DIRECTIONS FOR THIS TASK:
Copy each record exactly, word for word.

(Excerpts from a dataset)
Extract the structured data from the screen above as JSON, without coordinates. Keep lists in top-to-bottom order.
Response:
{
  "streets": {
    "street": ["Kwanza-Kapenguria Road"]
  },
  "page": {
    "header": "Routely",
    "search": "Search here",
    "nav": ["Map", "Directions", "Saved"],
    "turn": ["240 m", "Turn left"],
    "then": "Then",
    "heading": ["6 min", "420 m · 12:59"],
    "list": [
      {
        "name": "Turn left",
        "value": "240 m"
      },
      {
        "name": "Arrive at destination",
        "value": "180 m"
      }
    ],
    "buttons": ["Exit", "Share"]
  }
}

ANSWER SECTION:
Extract the structured data from the screen above as JSON, without coordinates. Keep lists in top-to-bottom order.
Response:
{
  "streets": {
    "street": ["Kwanza-Kapenguria Road"]
  },
  "page": {
    "header": "Routely",
    "search": "Search here",
    "nav": ["Map", "Directions", "Saved"],
    "turn": ["240 m", "Turn left"],
    "then": "Then",
    "heading": ["6 min", "420 m · 12:59"],
    "list": [
      {
        "name": "Turn left",
        "value": "240 m"
      },
      {
        "name": "Arrive at destination",
        "value": "180 m"
      }
    ],
    "buttons": ["Exit", "Share"]
  }
}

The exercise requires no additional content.